Names of the personnel killed in the bombing were released by the Pentagon about 4 p.m. on Wednesday. U.S. Rep. Richard Hudson, whose district includes Fort Bragg, issued a statement offering “sincere condolences” to the families of the victims.

“We pray for God’s peace, comfort and healing and for full recoveries for the other Americans who were injured,” Hudson said in the statement. “Our community has lost heroes who will be deeply missed, but never forgotten.”

Several service members from Moore County have been killed in recent years while deployed in Afghanistan.

Chris Harris, a 25-year-old from Jackson Springs, was one of two 82nd Airborne Division members killed in an attack on a NATO convoy near Kandahar in August 2017. That attack was also claimed by the Taliban.

In 2015, Staff Sgt. Forrest B. Sibley, 31, was killed in a shooting at a Camp Antonik checkpoint in Helmand province. Two individuals dressed as members of the Afghan National Defense and Security Forces attacked the checkpoint, fatally wounding Sibley, an airman who had recently bought a home in Pinebluff, and another service member.

Staff Sgt. Justin C. Marquez, a 25-year-old from Aberdeen, was killed in 2012 while on patrol in Wardak province. Marquez and another soldier died from “wounds caused by small-arms fire,” military officials said at the time.

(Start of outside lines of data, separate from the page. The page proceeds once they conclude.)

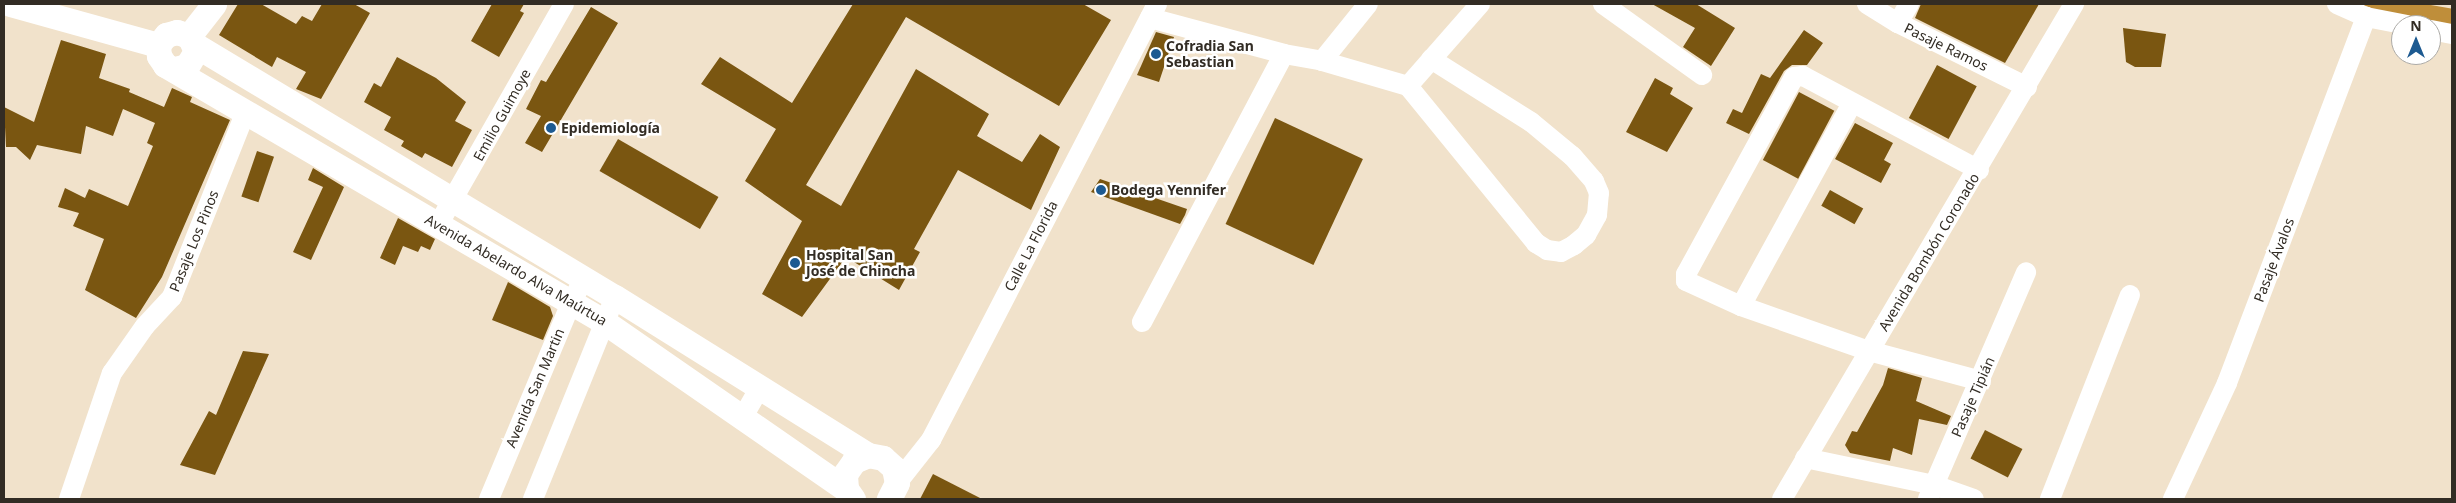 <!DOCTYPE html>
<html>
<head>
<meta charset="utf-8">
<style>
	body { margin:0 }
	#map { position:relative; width:2456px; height:503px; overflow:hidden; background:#f1e2cb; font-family:"Noto Sans",sans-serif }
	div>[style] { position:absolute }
	.canal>* { height:21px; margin:-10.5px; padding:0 10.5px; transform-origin:10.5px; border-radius:10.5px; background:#bf8e3a }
	.building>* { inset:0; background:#7a5611; transform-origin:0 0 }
	.minor>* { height:20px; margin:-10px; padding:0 10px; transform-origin:10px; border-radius:10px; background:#fff }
	.tertiary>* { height:25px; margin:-12.5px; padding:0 12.5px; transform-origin:12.5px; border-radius:12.5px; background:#fff }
	.dots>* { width:14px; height:14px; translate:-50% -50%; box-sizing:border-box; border:2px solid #fff; border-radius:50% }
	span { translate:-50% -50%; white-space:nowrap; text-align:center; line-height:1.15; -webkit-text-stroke:5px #fff; paint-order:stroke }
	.poi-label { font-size:14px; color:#322c24; font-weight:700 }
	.left { translate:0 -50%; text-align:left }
	.street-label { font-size:14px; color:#322c24 }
	.frame { position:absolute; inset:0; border:5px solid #322c24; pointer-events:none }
	.north { position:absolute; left:2391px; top:15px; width:50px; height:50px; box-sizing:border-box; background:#fff; border:1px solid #adaba7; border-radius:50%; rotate:0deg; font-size:14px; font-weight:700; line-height:20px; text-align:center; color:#322c24 }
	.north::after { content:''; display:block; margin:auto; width:18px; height:22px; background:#1d5a91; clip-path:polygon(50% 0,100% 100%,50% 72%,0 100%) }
</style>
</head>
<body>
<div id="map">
	<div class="canal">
		<i style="left:2366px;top:4px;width:87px;rotate:9.9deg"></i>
	</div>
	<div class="building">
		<i style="clip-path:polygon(238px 4px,261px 4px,296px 24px,302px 16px,312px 21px,322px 4px,354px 4px,370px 13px,321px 99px,296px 89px,306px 72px,277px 57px,272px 67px,219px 35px)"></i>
		<i style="clip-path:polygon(492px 4px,524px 4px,520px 11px,524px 13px,499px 57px,471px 41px)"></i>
		<i style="clip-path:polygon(853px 4px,1083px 4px,1111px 20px,1059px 106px,906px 17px,806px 185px,841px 206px,916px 69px,989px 114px,977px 136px,1022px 162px,1040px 134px,1060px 147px,1031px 210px,958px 170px,914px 249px,920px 252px,899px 290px,846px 257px,802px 317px,762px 294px,802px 221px,745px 181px,776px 129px,701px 84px,720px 57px,792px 103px)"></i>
		<i style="clip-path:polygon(1652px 4px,1696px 4px,1735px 28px,1711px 66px,1683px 47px,1695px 28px)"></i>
		<i style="clip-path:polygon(1921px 4px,2039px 4px,2005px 63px,1915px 18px)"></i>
		<i style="clip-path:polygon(591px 7px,618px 23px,542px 152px,525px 143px,541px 116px,526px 109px,541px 80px,546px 82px)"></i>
		<i style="clip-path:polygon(2123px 28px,2166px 34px,2161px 67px,2135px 67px,2126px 62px)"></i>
		<i style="clip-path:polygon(1804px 30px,1823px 43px,1807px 65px,1792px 65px,1784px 71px,1749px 134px,1726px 123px,1733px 109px,1742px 113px,1761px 74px,1770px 78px)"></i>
		<i style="clip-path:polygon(1156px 32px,1174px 37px,1159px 82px,1137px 75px)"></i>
		<i style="clip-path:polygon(61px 40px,106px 54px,99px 78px,130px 89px,129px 92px,164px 107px,172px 88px,192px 97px,190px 102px,230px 120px,162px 277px,136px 318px,85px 290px,104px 239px,73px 226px,79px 213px,58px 207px,65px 188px,85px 198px,89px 189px,128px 206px,153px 146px,147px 143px,155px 123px,123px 109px,113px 136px,86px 126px,81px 154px,37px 145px,30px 160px,16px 147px,6px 147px,4px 107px,34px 122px)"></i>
		<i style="clip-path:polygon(397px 57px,436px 78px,466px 102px,455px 121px,472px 130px,452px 167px,425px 153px,422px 158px,401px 146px,404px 141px,384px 130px,391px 117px,364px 102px,374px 83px,381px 87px)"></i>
		<i style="left:1937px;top:65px;width:45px;height:60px;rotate:28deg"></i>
		<i style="clip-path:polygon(1655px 78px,1673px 88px,1670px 94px,1693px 108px,1667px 152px,1626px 132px)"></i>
		<i style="left:1799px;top:92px;width:40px;height:77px;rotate:28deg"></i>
		<i style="left:1275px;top:118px;width:97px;height:117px;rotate:25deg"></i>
		<i style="clip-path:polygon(1855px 123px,1893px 143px,1884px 160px,1891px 164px,1881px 183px,1835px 159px)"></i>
		<i style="left:618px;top:139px;width:116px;height:37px;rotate:30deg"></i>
		<i style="left:257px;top:151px;width:18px;height:48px;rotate:19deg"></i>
		<i style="clip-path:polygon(313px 168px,344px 187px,311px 260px,293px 252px,323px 187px,308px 180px)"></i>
		<i style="clip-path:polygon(1100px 179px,1187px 209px,1185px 215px,1180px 224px,1091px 192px)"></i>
		<i style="left:1830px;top:190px;width:38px;height:18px;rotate:29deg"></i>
		<i style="clip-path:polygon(398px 218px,435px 239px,430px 250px,421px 246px,418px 252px,403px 246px,395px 265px,380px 258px)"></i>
		<i style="clip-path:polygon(508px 282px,550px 307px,553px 316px,543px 340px,492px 320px)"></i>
		<i style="clip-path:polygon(243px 351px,269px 354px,215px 475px,180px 465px,209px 411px,216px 415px)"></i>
		<i style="clip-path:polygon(1888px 368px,1922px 378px,1916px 401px,1951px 416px,1947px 425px,1919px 419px,1912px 455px,1893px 448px,1890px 461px,1850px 453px,1845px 445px,1852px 431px,1857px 432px,1883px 385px)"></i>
		<i style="left:1985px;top:430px;width:42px;height:32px;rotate:27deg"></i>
		<i style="clip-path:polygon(933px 474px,982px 499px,920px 499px)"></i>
	</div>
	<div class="minor">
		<i style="left:1603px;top:4px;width:122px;rotate:35.6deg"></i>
		<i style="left:1867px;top:4px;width:36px;rotate:32deg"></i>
		<i style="left:1898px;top:23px;width:144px;rotate:26.4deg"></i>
		<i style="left:2337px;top:4px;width:32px;rotate:24deg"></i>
		<i style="left:2366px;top:17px;width:42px;rotate:11deg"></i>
		<i style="left:1150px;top:18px;width:139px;rotate:15deg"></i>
		<i style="left:1284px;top:54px;width:39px;rotate:10deg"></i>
		<i style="left:1322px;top:61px;width:90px;rotate:16.2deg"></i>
		<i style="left:1408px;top:86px;width:203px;rotate:50.8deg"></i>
		<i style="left:1536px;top:243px;width:13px;rotate:32deg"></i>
		<i style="left:1547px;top:250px;width:14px;rotate:8deg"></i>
		<i style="left:1561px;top:252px;width:15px;rotate:-28deg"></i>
		<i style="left:1574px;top:245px;width:16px;rotate:-40deg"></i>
		<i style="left:1586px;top:235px;width:23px;rotate:-61deg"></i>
		<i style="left:1597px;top:215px;width:22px;rotate:-85deg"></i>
		<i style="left:1599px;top:193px;width:13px;rotate:-113deg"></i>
		<i style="left:1594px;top:181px;width:33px;rotate:-131deg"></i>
		<i style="left:1572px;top:156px;width:53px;rotate:-140.3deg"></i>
		<i style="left:1531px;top:122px;width:118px;rotate:-147.8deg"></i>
		<i style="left:1898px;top:23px;width:22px;rotate:-60deg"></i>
		<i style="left:2431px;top:30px;width:21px;rotate:11deg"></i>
		<i style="left:1322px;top:61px;width:73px;rotate:-51.1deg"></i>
		<i style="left:1408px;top:86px;width:109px;rotate:-48.7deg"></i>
		<i style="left:1979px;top:170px;width:200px;rotate:-151.9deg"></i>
		<i style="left:1803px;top:76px;width:9px;rotate:174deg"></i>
		<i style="left:1794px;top:77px;width:225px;rotate:118.7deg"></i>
		<i style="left:1686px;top:274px;width:7px;rotate:90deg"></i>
		<i style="left:1686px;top:281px;width:60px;rotate:24.4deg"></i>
		<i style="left:1741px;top:306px;width:136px;rotate:19.4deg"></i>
		<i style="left:1869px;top:351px;width:116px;rotate:15deg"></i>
		<i style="left:438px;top:225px;width:254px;rotate:-60.3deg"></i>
		<i style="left:1741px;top:306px;width:231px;rotate:-61.3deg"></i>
		<i style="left:1142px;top:322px;width:303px;rotate:-62.1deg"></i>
		<i style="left:744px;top:415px;width:32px;rotate:-60deg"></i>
		<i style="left:1805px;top:458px;width:132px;rotate:11.8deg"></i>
		<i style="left:1934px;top:485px;width:42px;rotate:19.3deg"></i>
		<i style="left:897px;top:483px;width:55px;rotate:-51.7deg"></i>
		<i style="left:931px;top:440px;width:491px;rotate:-62.6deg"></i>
		<i style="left:69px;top:499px;width:133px;rotate:-71.2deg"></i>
		<i style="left:112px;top:373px;width:57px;rotate:-54.9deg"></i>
		<i style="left:145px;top:326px;width:40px;rotate:-47deg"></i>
		<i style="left:172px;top:297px;width:200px;rotate:-68.3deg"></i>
		<i style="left:489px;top:499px;width:212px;rotate:-67.3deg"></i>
		<i style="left:571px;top:303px;width:27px;rotate:-62deg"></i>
		<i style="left:533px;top:499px;width:218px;rotate:-67.9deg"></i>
		<i style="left:1782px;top:499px;width:575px;rotate:-59.46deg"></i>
		<i style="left:1928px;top:499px;width:247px;rotate:-66.6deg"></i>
		<i style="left:2050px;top:499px;width:219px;rotate:-68.6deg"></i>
		<i style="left:2173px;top:499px;width:128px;rotate:-65deg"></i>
		<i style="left:2227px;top:383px;width:392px;rotate:-69.2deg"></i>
	</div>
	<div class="tertiary">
		<i style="left:10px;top:4px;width:154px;rotate:15.5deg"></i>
		<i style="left:189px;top:36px;width:41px;rotate:-52deg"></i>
		<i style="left:195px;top:45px;width:490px;rotate:31deg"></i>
		<i style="left:615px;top:297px;width:298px;rotate:32deg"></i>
		<i style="left:175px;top:69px;width:12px;rotate:-14deg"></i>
		<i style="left:187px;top:66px;width:17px;rotate:-59deg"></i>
		<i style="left:196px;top:51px;width:17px;rotate:-115deg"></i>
		<i style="left:189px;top:36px;width:13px;rotate:-162deg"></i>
		<i style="left:177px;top:32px;width:11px;rotate:165deg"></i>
		<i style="left:166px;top:35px;width:13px;rotate:129deg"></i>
		<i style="left:158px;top:45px;width:11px;rotate:85deg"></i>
		<i style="left:159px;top:56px;width:11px;rotate:56deg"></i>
		<i style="left:165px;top:65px;width:507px;rotate:30.31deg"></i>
		<i style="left:603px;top:321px;width:295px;rotate:34.7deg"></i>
		<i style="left:853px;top:499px;width:12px;rotate:-125deg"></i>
		<i style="left:846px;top:489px;width:15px;rotate:-94deg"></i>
		<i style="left:845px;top:474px;width:16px;rotate:-55deg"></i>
		<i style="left:854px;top:461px;width:15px;rotate:-23deg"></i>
		<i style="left:868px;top:455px;width:15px;rotate:11deg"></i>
		<i style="left:883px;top:458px;width:15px;rotate:42deg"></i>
		<i style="left:894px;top:468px;width:15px;rotate:79deg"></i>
		<i style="left:897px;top:483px;width:18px;rotate:117deg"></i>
	</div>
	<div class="dots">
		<i style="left:1156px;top:54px;background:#1d5a91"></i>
		<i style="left:551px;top:128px;background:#1d5a91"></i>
		<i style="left:1101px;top:190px;background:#1d5a91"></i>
		<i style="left:795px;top:263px;background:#1d5a91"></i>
	</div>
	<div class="poi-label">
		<span class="left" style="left:1166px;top:54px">Cofradia San<br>Sebastian</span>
		<span class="left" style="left:561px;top:128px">Epidemiología</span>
		<span class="left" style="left:1111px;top:190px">Bodega Yennifer</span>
		<span class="left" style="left:806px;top:263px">Hospital San<br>José de Chincha</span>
	</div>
	<div class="street-label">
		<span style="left:1946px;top:47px;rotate:26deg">Pasaje Ramos</span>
		<span style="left:502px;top:115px;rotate:-61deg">Emilio Guimoye</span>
		<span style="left:194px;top:241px;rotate:-68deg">Pasaje Los Pinos</span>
		<span style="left:1031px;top:246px;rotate:-63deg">Calle La Florida</span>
		<span style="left:1929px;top:252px;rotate:-59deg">Avenida Bombón Coronado</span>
		<span style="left:2274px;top:260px;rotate:-69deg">Pasaje Ávalos</span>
		<span style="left:516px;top:270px;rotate:30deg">Avenida Abelardo Alva Maúrtua</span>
		<span style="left:535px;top:388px;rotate:-67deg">Avenida San Martin</span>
		<span style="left:1973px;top:397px;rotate:-66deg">Pasaje Tipián</span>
	</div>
	<div class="frame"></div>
	<div class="north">N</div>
</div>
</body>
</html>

Tech Sgt. John W. Brown and Staff Sgt. Andy Harvell were among the 38 people who died after a helicopter was shot down with a rocket-propelled grenade near Kabul in 2011. Brown, 33, lived in Pinehurst and Harvell, 26, lived in Southern Pines.

Military officials said that attack was carried out by the Taliban. No one survived the downing, which marked the largest loss of American lives tied to a single attack during Operation Enduring Freedom, the 13-year combat mission that concluded in 2014.

In September 2010, Sgt. 1st Class Ronald A. Grider, a Carthage resident, was killed during combat in Konduz province. He died on his 30th birthday.

Capt. David J. Thompson of Carthage died after being shot by an Afghan interpreter in February 2010. A dispute over pay allegedly led the interpreter, a U.S. citizen who was working as a contractor for the army, to fatally shoot Thompson, 39, and a 19-year-old specialist in Wardak province

About 14,000 American forces remain in Afghanistan as part of Operation Freedom’s Sentinel. Many are there to provide support and consultation to Afghan forces, who contend with regular attacks by insurgents.

Hours after the American convoy was bombed on Tuesday, a battle between Afghan security forces and Taliban insurgents left at least 30 civilians dead in Kabul. Taliban fighters are believed to have staged the attack, according to The Associated Press.